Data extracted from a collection
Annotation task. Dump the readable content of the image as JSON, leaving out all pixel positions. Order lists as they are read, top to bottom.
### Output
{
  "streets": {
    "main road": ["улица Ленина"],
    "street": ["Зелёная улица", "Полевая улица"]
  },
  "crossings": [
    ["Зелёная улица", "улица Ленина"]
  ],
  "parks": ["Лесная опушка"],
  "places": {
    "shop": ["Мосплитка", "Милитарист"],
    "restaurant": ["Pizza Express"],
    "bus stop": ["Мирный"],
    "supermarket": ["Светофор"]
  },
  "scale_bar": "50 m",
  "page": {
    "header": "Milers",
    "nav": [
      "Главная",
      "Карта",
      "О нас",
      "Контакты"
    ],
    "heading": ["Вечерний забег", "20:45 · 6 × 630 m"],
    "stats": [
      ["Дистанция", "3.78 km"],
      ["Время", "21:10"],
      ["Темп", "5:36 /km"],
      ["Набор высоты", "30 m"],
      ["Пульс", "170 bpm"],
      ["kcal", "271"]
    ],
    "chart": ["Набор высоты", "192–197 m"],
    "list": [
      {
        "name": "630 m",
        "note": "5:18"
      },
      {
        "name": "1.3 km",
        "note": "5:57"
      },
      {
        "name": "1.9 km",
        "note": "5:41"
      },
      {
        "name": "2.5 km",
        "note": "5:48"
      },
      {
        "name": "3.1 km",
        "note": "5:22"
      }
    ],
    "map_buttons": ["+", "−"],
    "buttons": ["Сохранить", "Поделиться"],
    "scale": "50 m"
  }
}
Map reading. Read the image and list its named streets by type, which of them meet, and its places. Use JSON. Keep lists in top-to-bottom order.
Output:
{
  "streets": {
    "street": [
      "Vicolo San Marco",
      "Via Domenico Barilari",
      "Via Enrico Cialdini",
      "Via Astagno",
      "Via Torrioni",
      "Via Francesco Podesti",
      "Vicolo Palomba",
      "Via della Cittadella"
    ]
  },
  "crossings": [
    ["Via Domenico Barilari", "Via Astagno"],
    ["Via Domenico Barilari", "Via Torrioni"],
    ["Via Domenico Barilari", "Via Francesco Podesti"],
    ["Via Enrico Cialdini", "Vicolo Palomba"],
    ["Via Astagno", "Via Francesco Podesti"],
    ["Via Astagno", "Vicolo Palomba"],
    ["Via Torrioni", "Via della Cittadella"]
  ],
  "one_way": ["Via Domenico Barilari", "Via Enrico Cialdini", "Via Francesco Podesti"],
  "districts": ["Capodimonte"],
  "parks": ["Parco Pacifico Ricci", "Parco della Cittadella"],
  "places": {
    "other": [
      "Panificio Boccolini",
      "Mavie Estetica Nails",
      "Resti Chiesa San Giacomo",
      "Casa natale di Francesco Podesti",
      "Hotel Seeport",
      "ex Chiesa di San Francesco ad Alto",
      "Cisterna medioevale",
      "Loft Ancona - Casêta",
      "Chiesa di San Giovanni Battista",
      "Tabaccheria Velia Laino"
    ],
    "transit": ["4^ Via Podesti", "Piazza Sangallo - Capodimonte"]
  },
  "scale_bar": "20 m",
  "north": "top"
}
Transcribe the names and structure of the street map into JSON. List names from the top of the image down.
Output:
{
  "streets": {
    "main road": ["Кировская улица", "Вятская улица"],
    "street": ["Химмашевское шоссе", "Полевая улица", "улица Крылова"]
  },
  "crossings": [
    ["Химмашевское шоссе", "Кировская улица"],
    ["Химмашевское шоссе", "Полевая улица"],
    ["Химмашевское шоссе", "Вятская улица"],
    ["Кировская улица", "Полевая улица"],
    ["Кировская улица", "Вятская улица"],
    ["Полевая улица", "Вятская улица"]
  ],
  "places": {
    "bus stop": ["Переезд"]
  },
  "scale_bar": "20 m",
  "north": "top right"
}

**Required action**
Could you return all lines from the data above that contain the string "Palomba"?

**Solved problem**
      "Vicolo Palomba",
    ["Via Enrico Cialdini", "Vicolo Palomba"],
    ["Via Astagno", "Vicolo Palomba"],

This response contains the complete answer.